É uma proposta que garante estabilidade de seis meses no emprego para trabalhadoras que denunciarem assédio sexual no ambiente de trabalho.
Quem se beneficia com esse projeto?
Trabalhadoras que formalizarem a denúncia de assédio sexual por meio de boletim de ocorrência.
Como funciona a estabilidade prevista pelo projeto?
A trabalhadora não pode ser demitida sem justa causa por seis meses após registrar a denúncia de assédio sexual.
E se a convivência entre empregada e empresa se tornar inviável?
A estabilidade pode ser convertida em uma indenização em dobro, equivalente à rescisão de contrato por prazo indeterminado.

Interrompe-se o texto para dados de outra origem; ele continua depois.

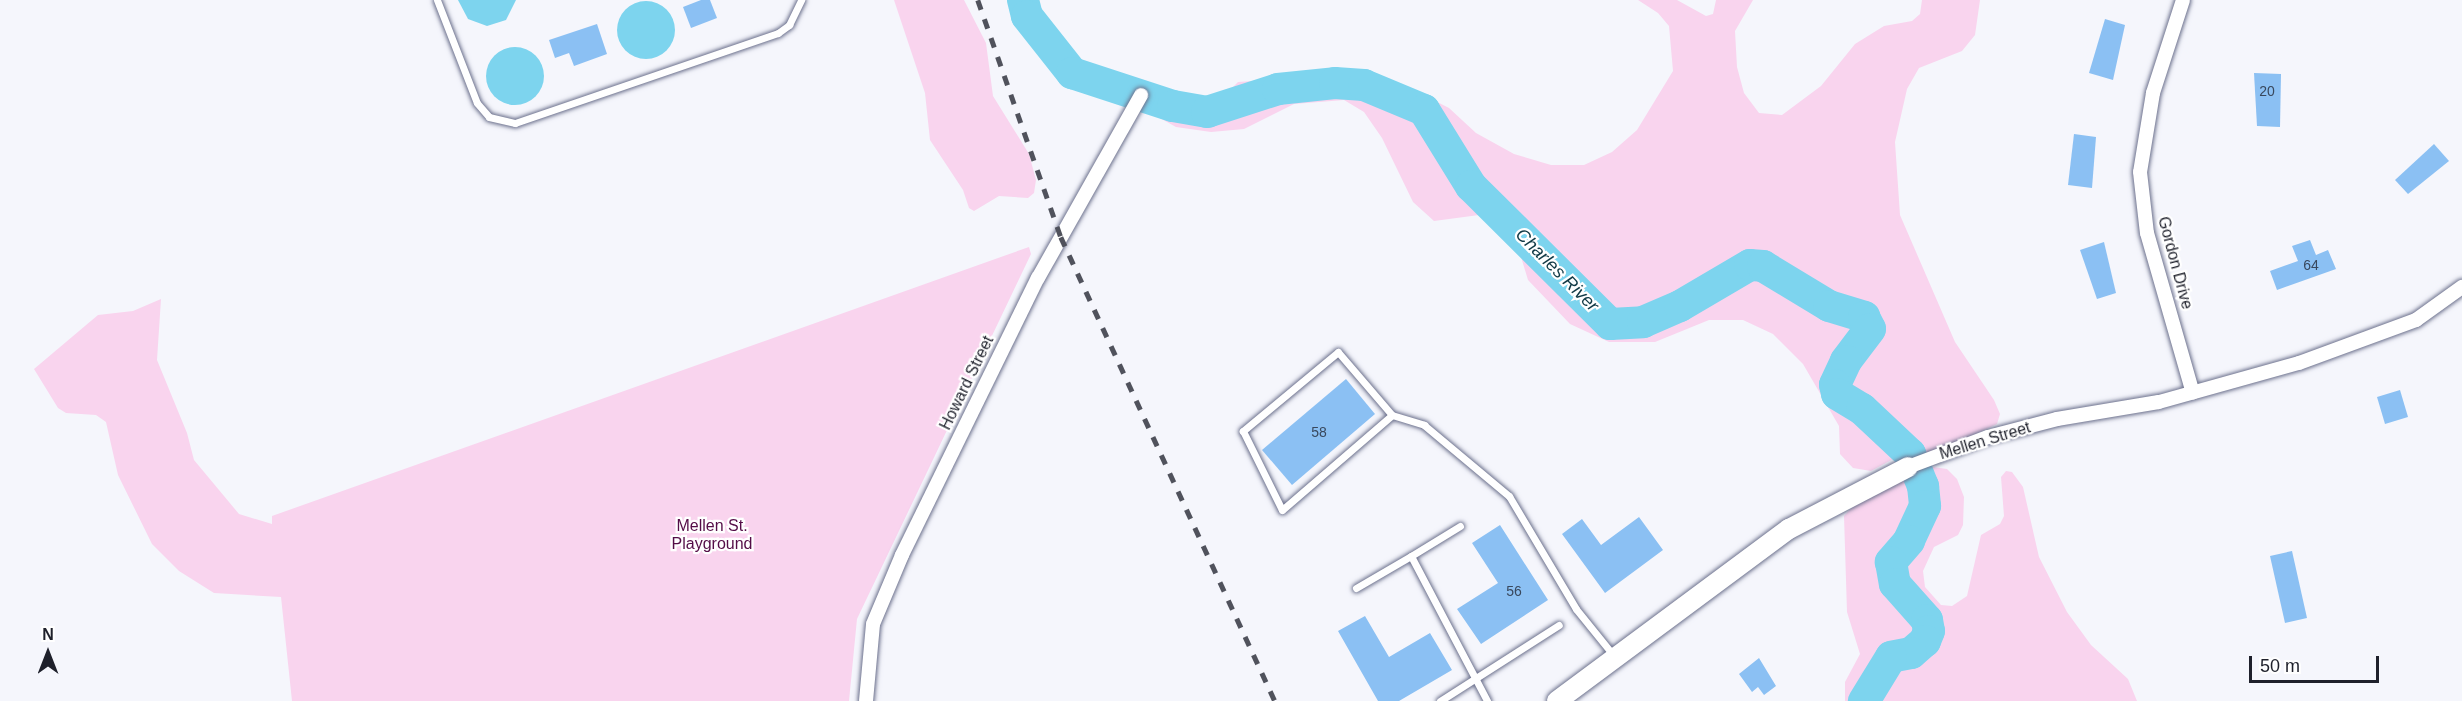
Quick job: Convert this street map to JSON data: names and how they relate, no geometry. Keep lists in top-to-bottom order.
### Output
{
  "streets": {
    "street": ["Gordon Drive", "Howard Street", "Mellen Street"]
  },
  "crossings": [
    ["Gordon Drive", "Mellen Street"]
  ],
  "water": ["Charles River"],
  "parks": ["Mellen St. Playground"],
  "house_numbers": [
    "20",
    "64",
    "58",
    "56"
  ],
  "scale_bar": "50 m",
  "north": "top"
}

O que acontece se a denúncia for falsa?
Caso a denúncia seja comprovada como falsa, a trabalhadora poderá ser demitida por justa causa.
O projeto já foi aprovado?
Não, o Projeto de Lei Complementar 158/24 ainda está em tramitação na Câmara dos Deputados.
Quais comissões analisam o projeto?
Ele passa pelas comissões de Defesa dos Direitos da Mulher, Comissão do Trabalho, Comissão de Constituição e Justiça e de Cidadania, antes de ser votado no Plenário da Câmara dos Deputados.
Quais são as outras formas de estabilidade no trabalho?
Existem diferentes tipos de estabilidade, como a da gestante, por acidente de trabalho, dirigente sindical, entre outras previstas na CLT.
Como as empresas podem prevenir o assédio no trabalho?
As empresas devem adotar políticas claras contra o assédio, oferecer treinamentos periódicos, manter canais de denúncia seguros, e promover uma cultura de respeito e inclusão.